Ich, der Herr dein Gott, bin ein eifersüchtiger Gott

Trotzdem werden die Eigenschaften Liebe, Weisheit, Haß und Eifersucht Gott zugeschrieben und auch in uns sollten sie vorhanden sein. Wir lesen: „Ich, der Herr dein Gott, bin ein eifersüchtiger Gott.” Wenn der Mensch seinen Haß und seine Eifersucht in denselben Bahnen ausüben könnte wie Gott, dann wäre das ganz in Ordnung. Wie Gott, sollten auch wir die Sünde hassen, aber nicht den Sünder. Gottes Eifersucht ist gerecht und überliefert den Sünder einer gerechten Strafe. Er sagt uns, daß er mit Eifersucht reagiert, wenn wir andere Götter haben. Die Eifersucht, der das gefallene menschliche Herz ausgesetzt ist, die Bitterkeit und andere ähnliche Eigenschaften zur Folge hat, ist unangemessen. Wenn der Herr sich einen eifersüchtigen Gott nennt, so will er uns damit zu verstehen geben, daß er unsere ganze Liebe und unser ganzes Vertrauen fordert. Er will, daß wir so vollständig mit Ihm eins sind, daß Sein Wille in allen Dingen unseres Lebens den wichtigsten Platz einnimmt.

Dies ist in den Augen des Allmächtigen nicht als Selbstsucht anzusehen. Unter Seiner alles überwaltenden Vorsehung hat dies für seine Geschöpfe das höchste Maß an Freude zur Folge, das höchste Maß an Erfolg in den Pflichten und Angelegenheiten des gegenwärtigen Lebens und die vollste Zubereitung für die Segnungen, welche Gott für diejenigen zubereitet und verheißen hat, die Ihn lieben.

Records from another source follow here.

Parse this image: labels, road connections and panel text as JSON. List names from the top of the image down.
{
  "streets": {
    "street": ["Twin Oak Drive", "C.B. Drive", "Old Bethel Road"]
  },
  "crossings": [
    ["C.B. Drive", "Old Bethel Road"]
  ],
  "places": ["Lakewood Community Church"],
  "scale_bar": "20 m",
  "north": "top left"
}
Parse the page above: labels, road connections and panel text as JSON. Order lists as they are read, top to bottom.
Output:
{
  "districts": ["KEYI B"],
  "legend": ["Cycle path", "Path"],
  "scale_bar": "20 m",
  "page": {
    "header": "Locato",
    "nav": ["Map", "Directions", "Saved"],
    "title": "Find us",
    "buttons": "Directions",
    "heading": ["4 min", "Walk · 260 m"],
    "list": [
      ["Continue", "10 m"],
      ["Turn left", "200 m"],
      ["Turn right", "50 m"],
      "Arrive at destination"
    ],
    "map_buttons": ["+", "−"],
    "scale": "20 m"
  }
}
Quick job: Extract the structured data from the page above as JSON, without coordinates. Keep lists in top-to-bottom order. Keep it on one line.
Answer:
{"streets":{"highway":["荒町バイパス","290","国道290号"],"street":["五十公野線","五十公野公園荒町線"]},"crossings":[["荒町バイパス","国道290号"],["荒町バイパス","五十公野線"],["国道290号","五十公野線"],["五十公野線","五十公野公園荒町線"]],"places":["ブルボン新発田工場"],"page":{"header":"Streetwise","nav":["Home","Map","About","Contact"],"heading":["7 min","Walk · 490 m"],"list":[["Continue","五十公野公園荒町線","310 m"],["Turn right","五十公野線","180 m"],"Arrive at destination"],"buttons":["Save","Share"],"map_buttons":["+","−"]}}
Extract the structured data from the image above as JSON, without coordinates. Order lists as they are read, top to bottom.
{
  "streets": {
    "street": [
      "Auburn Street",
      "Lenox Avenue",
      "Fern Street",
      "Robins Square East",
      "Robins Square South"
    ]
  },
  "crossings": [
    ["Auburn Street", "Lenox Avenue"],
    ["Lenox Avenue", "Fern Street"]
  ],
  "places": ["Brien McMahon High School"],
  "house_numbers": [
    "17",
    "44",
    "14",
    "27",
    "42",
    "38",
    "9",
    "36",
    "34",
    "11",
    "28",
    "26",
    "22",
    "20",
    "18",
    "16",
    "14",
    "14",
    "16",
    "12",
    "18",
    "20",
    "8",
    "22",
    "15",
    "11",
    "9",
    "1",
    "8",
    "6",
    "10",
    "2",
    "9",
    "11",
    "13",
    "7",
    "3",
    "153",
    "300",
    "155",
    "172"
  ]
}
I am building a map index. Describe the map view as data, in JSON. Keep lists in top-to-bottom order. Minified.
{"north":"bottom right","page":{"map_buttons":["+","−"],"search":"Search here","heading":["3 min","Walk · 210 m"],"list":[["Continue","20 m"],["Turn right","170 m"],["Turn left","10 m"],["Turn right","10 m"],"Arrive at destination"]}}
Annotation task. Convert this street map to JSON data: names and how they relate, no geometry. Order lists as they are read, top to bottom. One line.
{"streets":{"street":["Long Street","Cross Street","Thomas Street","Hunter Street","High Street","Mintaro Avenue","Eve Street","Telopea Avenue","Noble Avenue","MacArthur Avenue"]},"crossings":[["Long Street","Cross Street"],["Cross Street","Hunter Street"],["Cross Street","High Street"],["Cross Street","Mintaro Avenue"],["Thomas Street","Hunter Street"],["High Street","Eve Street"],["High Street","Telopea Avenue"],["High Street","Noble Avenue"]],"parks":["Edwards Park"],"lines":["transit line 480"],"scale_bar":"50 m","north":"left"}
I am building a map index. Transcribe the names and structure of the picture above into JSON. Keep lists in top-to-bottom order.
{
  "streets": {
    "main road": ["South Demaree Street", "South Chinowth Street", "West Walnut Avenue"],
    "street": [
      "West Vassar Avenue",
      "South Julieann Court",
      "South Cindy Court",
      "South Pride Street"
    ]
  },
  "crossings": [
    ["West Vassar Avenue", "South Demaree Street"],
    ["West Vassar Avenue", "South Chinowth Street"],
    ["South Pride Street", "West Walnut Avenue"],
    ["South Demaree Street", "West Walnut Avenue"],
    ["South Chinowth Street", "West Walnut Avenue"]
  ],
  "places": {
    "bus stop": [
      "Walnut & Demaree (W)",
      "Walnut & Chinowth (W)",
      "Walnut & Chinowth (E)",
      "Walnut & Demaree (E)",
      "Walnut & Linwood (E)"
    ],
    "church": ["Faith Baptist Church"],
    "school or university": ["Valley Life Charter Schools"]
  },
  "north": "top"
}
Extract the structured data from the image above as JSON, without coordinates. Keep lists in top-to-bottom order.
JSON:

Ich eifere um euch mit Gottes Eifer

Wenn der Apostel Paulus schreibt: „denn ich eifere um euch mit göttlichem Eifer” (oder „Ich bin eifersüchtig auf euch mit Gottes Eifersucht”) - 2. Korinther 11:2 nach Menge, so sollte dies nicht so verstanden werden, als wäre er von böser Eifersucht getrieben worden. Er war vielmehr für die Korinther oder in ihrem Interesse eifersüchtig. Er war auch eifersüchtig für die Dinge, welche recht waren, und mit welchen sie übereinstimmen sollten. Seine Eifersucht war somit ein ernstes und eifriges Besorgtsein und beständige Wachsamkeit, eine göttliche Eifersucht für die besten Interessen der teuren Wahrheit des Herrn. Dies ist eine natürliche Eifersucht - oder ein Eifer, den alle geweihten Nachfolger des Herrn verspüren sollten. Wenn wir einen Zustand wahrnehmen, wie ihn der Apostel beschreibt - ein Verlassen der Einfachheit und Reinheit in Christo, dann sollte uns unser inneres Gespür sagen: „Hier stimmt etwas nicht - das ist verkehrt!” Wir sollten alles tun, was in unserer Macht steht, den schwierigen Zustand des Herzens in vernünftiger Weise zu korrigieren. Sehen wir also in irgend einem Glied der Herde etwas, das einen Schatten auf die Sache des Herrn werfen könnte, so sollten wir es als Recht und richtig verspüren, uns zu bemühen, den Betreffenden zu korrigieren, um das Entstehen eines Schadens zu verhindern.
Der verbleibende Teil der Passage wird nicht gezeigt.